BEGIN

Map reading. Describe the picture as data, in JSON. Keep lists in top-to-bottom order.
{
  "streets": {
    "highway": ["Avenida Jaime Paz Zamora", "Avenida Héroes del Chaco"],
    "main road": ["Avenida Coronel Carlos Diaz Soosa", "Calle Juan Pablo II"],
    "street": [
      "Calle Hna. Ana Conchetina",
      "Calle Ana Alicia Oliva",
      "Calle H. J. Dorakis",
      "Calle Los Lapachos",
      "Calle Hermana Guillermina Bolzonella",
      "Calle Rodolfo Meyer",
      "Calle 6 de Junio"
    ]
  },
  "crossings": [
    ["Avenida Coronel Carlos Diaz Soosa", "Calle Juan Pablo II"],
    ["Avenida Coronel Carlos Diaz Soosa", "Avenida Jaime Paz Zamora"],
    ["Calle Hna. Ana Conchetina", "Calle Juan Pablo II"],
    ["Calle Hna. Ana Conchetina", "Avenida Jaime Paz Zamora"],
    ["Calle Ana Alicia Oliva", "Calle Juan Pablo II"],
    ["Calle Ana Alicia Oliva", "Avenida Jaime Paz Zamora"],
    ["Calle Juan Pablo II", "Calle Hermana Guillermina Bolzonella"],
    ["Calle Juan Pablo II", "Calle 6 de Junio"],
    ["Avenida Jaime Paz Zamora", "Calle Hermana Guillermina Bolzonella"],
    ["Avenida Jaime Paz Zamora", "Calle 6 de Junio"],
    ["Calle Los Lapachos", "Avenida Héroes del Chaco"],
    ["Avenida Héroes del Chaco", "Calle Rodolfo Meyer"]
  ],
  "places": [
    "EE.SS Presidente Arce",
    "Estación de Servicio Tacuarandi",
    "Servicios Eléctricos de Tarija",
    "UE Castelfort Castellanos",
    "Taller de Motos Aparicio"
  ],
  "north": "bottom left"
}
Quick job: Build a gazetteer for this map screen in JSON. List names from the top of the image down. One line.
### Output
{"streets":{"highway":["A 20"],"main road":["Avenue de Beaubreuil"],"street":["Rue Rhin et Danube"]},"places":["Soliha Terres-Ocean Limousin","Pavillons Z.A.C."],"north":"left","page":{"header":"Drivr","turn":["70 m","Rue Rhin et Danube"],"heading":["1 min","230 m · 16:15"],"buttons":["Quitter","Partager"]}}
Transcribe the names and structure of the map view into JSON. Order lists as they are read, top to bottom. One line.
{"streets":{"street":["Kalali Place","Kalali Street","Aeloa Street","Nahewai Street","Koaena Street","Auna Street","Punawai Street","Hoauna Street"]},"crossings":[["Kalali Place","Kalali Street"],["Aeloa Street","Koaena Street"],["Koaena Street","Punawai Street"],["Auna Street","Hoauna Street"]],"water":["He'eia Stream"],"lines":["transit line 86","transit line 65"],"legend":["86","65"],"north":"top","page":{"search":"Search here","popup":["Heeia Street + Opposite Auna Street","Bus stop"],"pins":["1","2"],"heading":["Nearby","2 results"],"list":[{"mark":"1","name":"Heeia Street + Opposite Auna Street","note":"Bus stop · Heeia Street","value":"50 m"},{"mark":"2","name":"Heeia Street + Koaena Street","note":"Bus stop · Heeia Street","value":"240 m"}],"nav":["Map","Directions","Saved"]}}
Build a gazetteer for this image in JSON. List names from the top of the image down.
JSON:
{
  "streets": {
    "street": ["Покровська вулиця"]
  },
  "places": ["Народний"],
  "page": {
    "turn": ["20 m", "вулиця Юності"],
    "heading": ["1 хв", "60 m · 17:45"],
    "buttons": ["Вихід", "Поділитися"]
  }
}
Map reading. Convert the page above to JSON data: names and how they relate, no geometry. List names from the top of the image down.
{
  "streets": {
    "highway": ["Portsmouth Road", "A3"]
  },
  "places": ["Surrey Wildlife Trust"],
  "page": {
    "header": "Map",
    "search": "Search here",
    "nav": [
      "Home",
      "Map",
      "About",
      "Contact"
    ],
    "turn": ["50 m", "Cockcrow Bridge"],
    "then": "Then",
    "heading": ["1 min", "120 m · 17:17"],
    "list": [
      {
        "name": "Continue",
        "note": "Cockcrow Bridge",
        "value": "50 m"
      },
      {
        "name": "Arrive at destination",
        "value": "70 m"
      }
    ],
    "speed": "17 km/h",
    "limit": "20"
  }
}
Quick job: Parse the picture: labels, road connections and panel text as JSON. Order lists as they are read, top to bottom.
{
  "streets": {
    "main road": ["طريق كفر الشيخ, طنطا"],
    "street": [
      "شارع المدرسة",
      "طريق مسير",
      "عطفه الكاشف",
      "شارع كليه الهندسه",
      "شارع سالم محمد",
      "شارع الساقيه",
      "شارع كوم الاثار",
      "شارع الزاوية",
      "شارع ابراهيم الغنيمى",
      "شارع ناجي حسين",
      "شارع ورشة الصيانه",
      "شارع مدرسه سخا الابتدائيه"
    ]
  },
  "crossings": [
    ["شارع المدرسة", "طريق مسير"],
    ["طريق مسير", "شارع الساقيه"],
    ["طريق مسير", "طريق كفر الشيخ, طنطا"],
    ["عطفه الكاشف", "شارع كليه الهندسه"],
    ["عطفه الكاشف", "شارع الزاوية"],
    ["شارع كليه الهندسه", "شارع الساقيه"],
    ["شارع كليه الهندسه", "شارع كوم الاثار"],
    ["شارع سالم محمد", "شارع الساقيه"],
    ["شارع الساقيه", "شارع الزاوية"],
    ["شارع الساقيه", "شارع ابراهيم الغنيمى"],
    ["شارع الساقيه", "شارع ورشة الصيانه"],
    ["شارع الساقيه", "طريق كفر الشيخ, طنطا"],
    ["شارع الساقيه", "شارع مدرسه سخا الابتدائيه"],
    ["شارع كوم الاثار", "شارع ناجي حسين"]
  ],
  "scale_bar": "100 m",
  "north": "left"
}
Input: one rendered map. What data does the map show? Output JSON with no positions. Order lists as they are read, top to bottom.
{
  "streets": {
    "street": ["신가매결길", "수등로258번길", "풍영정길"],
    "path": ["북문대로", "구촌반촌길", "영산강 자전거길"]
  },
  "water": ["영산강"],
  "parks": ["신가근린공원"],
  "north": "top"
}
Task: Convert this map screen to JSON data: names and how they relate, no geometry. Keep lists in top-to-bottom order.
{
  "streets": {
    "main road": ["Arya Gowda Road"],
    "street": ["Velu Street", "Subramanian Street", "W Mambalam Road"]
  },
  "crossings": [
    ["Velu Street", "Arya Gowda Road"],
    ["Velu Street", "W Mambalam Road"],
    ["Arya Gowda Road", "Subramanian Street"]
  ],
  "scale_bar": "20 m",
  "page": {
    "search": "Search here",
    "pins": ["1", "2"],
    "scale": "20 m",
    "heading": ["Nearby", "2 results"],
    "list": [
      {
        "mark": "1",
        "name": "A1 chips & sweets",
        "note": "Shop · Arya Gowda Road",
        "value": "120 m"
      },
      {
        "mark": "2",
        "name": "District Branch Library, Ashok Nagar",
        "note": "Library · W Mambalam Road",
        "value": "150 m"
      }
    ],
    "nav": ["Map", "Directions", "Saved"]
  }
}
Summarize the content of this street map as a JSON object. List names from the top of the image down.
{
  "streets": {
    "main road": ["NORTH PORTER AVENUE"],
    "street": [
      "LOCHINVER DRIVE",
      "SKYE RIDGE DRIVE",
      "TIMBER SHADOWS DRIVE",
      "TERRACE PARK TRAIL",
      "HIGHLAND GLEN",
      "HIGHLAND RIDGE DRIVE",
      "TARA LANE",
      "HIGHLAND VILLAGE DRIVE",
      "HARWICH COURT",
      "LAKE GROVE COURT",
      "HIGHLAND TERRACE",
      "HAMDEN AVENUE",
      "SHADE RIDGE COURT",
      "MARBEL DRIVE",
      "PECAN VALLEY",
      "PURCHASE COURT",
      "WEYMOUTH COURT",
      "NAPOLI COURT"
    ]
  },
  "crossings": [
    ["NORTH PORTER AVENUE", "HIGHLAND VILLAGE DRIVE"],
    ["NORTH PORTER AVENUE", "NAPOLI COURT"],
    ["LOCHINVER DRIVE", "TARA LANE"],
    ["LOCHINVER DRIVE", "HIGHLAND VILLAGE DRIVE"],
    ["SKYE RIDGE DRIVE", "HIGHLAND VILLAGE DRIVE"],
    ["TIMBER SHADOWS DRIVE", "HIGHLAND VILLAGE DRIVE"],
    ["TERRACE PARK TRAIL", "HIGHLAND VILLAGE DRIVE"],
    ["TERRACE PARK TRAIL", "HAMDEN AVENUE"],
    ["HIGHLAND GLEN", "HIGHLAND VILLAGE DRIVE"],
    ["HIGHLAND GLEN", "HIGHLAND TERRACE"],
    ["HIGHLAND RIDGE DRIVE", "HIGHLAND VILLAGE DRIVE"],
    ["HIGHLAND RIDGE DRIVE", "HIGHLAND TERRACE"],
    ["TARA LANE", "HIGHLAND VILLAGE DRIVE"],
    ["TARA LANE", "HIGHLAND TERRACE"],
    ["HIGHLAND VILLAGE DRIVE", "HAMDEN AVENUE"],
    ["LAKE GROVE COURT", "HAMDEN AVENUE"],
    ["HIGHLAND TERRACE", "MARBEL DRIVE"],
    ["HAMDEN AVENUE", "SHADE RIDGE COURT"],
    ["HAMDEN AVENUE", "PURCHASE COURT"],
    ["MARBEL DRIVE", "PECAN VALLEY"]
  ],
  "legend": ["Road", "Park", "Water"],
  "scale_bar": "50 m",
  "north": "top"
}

END

**ASSIGNMENT**
Extract all lines from the data in which "MARBEL" is found.

**EXERCISE OUTPUT**
      "MARBEL DRIVE",
    ["HIGHLAND TERRACE", "MARBEL DRIVE"],
    ["MARBEL DRIVE", "PECAN VALLEY"]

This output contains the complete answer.